Seismic performance of bolted double-web T-stub connections with T-shaped steel column

Abstract

Bolted connections are convenient for construction, but traditional bolted end-plate joints require gaps for construction, which may cause construction difficulties and installation stress. Bolted T-stub joints could avoid the installation stress, but use more bolts. Improving the traditional bolted T-stub joints, a bolted beam-to-column joint configuration using double-web T-stubs and pallets, with less bolts required, was proposed. Cyclic tests and finite element analysis were conducted to analyze the effect of stiffeners, the column web thickness, the end plate thickness of T-stubs and L-stubs, and the beam flange bolt quantity on the performances of the novel joint, e. g. the deformation characteristics, the hysteresis curve, the skeleton curve, the slipping resistance, the yield resistance, the ultimate resistance, the ductility and the rotational capacity.

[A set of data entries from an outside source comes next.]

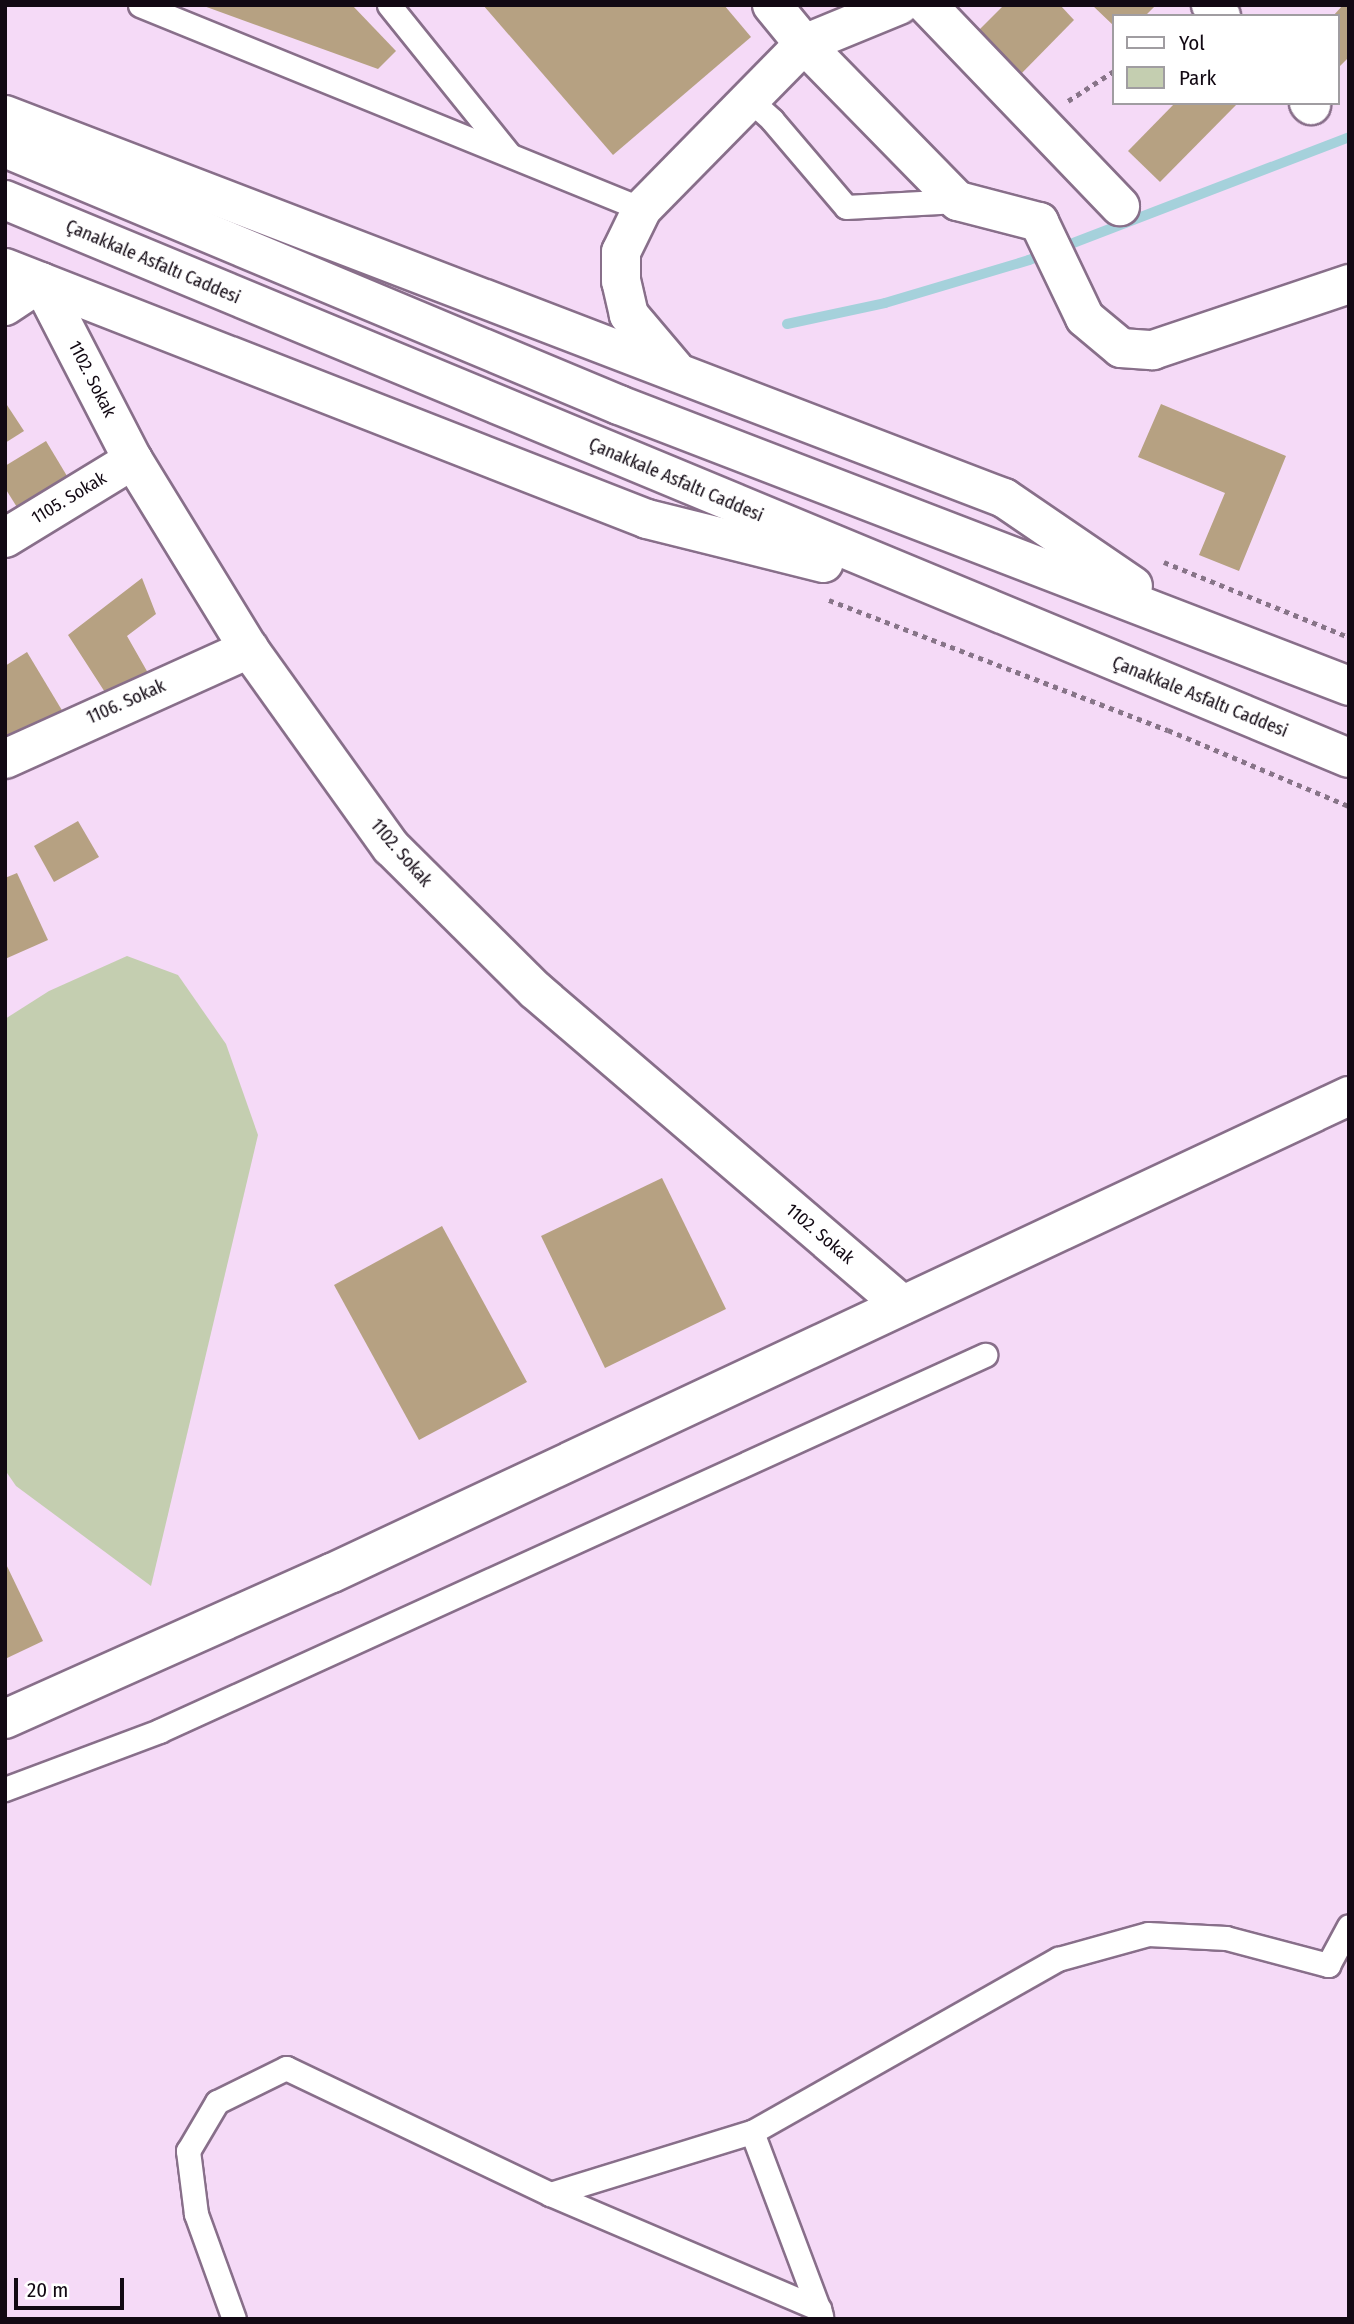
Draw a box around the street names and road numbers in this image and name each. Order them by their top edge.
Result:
street label: Çanakkale Asfaltı Caddesi [62,215,244,309]
street label: 1102. Sokak [64,337,120,421]
street label: Çanakkale Asfaltı Caddesi [585,433,767,527]
street label: 1105. Sokak [28,467,110,529]
street label: Çanakkale Asfaltı Caddesi [1109,652,1291,742]
street label: 1106. Sokak [83,675,169,729]
street label: 1102. Sokak [366,815,436,891]
street label: 1102. Sokak [781,1199,859,1269]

According to the results, the joint could be designed as rigid under small earthquakes or wind loads, and may dissipate the energy mainly through slipping under moderate and large earthquakes to reduce the plastic deformation demand of the beams. Stiffeners of the double-web T-stubs and pallets can increase the joint stiffness and energy dissipation capacity, and more bolts on the beam flanges can increase the joint energy dissipation capacity and resistance. Formulas to calculate the slipping resistance, the yield resistance and the ultimate resistance are derived, providing results are in good agreements with the experimental and finite element results.